++++ Given information ++++
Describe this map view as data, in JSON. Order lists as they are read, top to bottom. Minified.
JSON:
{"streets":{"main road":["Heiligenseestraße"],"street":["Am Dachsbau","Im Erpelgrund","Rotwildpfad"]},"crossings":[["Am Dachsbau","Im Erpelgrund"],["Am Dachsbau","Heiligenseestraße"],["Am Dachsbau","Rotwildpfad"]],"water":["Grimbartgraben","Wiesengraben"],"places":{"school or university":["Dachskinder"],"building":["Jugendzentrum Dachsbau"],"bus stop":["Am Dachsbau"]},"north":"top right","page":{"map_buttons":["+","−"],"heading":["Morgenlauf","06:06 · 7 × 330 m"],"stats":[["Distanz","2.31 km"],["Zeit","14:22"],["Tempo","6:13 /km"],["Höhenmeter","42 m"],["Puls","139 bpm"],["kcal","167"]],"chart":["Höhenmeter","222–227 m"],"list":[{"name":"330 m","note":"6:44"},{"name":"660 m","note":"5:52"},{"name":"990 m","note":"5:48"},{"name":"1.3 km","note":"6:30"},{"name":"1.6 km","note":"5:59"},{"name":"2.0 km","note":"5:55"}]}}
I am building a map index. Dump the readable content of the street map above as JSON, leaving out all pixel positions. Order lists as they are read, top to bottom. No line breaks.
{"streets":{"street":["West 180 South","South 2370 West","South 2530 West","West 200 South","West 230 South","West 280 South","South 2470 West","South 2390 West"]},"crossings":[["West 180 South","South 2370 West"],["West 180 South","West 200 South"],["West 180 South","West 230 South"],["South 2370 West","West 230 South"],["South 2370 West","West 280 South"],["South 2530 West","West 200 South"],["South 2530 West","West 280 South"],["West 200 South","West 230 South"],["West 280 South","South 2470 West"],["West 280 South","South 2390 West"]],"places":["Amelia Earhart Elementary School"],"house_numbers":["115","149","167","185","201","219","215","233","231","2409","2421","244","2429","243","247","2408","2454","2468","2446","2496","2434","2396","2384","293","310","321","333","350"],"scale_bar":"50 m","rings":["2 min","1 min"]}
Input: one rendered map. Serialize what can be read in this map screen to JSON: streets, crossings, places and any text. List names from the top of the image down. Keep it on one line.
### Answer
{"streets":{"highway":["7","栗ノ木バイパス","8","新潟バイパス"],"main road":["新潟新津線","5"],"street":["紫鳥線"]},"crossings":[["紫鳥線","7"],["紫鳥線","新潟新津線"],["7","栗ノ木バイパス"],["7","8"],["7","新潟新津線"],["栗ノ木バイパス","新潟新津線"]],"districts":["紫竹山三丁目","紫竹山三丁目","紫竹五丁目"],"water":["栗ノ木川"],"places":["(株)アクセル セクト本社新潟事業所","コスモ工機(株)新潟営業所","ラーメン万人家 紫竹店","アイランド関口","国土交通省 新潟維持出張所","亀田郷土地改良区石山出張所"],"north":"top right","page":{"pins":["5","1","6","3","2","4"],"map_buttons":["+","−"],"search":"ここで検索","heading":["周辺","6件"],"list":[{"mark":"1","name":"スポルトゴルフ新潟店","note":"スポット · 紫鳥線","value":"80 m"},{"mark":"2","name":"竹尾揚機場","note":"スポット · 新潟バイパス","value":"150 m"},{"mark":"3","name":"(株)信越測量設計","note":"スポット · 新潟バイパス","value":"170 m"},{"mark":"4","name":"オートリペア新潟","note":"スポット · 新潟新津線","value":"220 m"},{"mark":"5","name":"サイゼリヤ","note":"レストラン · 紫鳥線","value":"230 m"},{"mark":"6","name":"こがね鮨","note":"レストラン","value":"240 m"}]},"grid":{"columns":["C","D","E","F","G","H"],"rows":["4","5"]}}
++++
Problem to work on:
In full and without alteration, retype the entries above.

Task response:
Describe this map view as data, in JSON. Order lists as they are read, top to bottom. Minified.
JSON:
{"streets":{"main road":["Heiligenseestraße"],"street":["Am Dachsbau","Im Erpelgrund","Rotwildpfad"]},"crossings":[["Am Dachsbau","Im Erpelgrund"],["Am Dachsbau","Heiligenseestraße"],["Am Dachsbau","Rotwildpfad"]],"water":["Grimbartgraben","Wiesengraben"],"places":{"school or university":["Dachskinder"],"building":["Jugendzentrum Dachsbau"],"bus stop":["Am Dachsbau"]},"north":"top right","page":{"map_buttons":["+","−"],"heading":["Morgenlauf","06:06 · 7 × 330 m"],"stats":[["Distanz","2.31 km"],["Zeit","14:22"],["Tempo","6:13 /km"],["Höhenmeter","42 m"],["Puls","139 bpm"],["kcal","167"]],"chart":["Höhenmeter","222–227 m"],"list":[{"name":"330 m","note":"6:44"},{"name":"660 m","note":"5:52"},{"name":"990 m","note":"5:48"},{"name":"1.3 km","note":"6:30"},{"name":"1.6 km","note":"5:59"},{"name":"2.0 km","note":"5:55"}]}}
I am building a map index. Dump the readable content of the street map above as JSON, leaving out all pixel positions. Order lists as they are read, top to bottom. No line breaks.
{"streets":{"street":["West 180 South","South 2370 West","South 2530 West","West 200 South","West 230 South","West 280 South","South 2470 West","South 2390 West"]},"crossings":[["West 180 South","South 2370 West"],["West 180 South","West 200 South"],["West 180 South","West 230 South"],["South 2370 West","West 230 South"],["South 2370 West","West 280 South"],["South 2530 West","West 200 South"],["South 2530 West","West 280 South"],["West 200 South","West 230 South"],["West 280 South","South 2470 West"],["West 280 South","South 2390 West"]],"places":["Amelia Earhart Elementary School"],"house_numbers":["115","149","167","185","201","219","215","233","231","2409","2421","244","2429","243","247","2408","2454","2468","2446","2496","2434","2396","2384","293","310","321","333","350"],"scale_bar":"50 m","rings":["2 min","1 min"]}
Input: one rendered map. Serialize what can be read in this map screen to JSON: streets, crossings, places and any text. List names from the top of the image down. Keep it on one line.
### Answer
{"streets":{"highway":["7","栗ノ木バイパス","8","新潟バイパス"],"main road":["新潟新津線","5"],"street":["紫鳥線"]},"crossings":[["紫鳥線","7"],["紫鳥線","新潟新津線"],["7","栗ノ木バイパス"],["7","8"],["7","新潟新津線"],["栗ノ木バイパス","新潟新津線"]],"districts":["紫竹山三丁目","紫竹山三丁目","紫竹五丁目"],"water":["栗ノ木川"],"places":["(株)アクセル セクト本社新潟事業所","コスモ工機(株)新潟営業所","ラーメン万人家 紫竹店","アイランド関口","国土交通省 新潟維持出張所","亀田郷土地改良区石山出張所"],"north":"top right","page":{"pins":["5","1","6","3","2","4"],"map_buttons":["+","−"],"search":"ここで検索","heading":["周辺","6件"],"list":[{"mark":"1","name":"スポルトゴルフ新潟店","note":"スポット · 紫鳥線","value":"80 m"},{"mark":"2","name":"竹尾揚機場","note":"スポット · 新潟バイパス","value":"150 m"},{"mark":"3","name":"(株)信越測量設計","note":"スポット · 新潟バイパス","value":"170 m"},{"mark":"4","name":"オートリペア新潟","note":"スポット · 新潟新津線","value":"220 m"},{"mark":"5","name":"サイゼリヤ","note":"レストラン · 紫鳥線","value":"230 m"},{"mark":"6","name":"こがね鮨","note":"レストラン","value":"240 m"}]},"grid":{"columns":["C","D","E","F","G","H"],"rows":["4","5"]}}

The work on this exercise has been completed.